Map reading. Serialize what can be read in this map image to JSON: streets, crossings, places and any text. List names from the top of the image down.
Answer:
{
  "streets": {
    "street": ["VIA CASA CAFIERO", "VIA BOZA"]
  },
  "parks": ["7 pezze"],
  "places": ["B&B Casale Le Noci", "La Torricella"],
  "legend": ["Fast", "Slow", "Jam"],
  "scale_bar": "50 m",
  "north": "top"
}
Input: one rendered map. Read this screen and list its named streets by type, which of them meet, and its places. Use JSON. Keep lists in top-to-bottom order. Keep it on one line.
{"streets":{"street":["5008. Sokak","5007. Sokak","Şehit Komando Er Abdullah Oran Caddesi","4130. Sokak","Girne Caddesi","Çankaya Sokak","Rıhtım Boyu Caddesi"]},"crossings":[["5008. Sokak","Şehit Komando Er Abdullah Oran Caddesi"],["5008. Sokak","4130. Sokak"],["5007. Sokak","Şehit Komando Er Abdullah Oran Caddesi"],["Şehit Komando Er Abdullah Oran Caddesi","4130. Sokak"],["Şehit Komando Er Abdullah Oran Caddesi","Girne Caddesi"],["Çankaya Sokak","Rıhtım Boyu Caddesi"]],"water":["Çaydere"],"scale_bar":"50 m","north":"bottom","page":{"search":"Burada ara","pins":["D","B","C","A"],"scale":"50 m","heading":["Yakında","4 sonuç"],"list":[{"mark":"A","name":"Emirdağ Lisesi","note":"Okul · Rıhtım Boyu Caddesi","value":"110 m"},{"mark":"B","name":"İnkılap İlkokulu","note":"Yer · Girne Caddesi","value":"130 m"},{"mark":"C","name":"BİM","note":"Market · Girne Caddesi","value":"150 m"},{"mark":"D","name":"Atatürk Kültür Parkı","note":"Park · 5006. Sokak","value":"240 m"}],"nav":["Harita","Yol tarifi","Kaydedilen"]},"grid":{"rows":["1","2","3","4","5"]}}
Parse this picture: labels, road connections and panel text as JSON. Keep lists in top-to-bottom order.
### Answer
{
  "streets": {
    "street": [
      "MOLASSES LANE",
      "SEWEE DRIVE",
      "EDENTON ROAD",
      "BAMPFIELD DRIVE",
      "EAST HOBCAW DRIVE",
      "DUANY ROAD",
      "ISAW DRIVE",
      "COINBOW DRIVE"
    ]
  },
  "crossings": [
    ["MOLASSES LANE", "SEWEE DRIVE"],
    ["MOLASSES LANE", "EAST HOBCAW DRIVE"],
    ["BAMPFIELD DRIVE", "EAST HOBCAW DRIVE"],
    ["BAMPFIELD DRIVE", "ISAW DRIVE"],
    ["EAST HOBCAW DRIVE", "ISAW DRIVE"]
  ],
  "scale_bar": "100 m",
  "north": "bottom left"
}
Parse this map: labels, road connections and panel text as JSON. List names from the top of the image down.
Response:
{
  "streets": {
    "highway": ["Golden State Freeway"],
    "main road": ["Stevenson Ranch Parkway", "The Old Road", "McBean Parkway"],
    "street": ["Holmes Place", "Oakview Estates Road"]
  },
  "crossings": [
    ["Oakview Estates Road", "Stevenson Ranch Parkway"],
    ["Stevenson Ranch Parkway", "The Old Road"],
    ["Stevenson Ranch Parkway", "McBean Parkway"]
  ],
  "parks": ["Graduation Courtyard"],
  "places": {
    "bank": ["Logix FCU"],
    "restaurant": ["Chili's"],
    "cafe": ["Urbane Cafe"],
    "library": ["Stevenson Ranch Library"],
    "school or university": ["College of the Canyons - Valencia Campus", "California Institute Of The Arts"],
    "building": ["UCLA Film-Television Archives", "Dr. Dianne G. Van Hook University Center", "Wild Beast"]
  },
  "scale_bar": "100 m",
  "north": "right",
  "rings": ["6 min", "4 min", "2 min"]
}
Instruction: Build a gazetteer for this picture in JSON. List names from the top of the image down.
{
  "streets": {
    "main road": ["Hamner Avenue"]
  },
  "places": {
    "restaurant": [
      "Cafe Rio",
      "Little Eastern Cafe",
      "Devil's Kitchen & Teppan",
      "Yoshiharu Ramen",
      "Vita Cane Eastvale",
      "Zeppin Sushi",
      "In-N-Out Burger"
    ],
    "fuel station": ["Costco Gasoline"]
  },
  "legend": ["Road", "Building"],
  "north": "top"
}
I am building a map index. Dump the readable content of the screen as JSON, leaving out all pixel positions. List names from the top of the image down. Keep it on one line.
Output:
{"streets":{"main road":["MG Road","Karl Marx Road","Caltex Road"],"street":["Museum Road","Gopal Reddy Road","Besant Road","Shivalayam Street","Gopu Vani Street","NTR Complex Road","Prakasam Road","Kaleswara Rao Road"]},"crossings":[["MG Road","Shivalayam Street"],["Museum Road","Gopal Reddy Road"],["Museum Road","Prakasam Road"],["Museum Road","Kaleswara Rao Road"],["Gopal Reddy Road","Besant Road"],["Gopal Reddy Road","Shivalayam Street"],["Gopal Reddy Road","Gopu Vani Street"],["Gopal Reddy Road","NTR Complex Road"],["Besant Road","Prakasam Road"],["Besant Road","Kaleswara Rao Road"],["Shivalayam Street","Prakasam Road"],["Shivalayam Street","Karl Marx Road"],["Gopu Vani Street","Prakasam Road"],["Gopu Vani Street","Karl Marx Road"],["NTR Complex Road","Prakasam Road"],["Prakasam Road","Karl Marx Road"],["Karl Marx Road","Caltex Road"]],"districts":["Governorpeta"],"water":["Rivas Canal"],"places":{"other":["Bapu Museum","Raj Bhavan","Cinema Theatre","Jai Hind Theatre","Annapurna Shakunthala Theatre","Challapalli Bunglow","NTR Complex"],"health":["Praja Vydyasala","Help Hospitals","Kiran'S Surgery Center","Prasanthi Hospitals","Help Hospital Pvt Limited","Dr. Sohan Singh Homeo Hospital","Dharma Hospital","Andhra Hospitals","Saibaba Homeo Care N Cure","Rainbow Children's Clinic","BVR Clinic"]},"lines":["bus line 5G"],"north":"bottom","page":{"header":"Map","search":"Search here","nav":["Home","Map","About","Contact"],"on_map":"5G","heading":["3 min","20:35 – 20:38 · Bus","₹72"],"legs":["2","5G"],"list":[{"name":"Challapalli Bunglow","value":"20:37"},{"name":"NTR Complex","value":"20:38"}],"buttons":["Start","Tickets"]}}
_ _ _ _
_About this task:_ A count alone is required. How many lines in the entries contain the string "picture"?

_Answer for this exercise:_ 2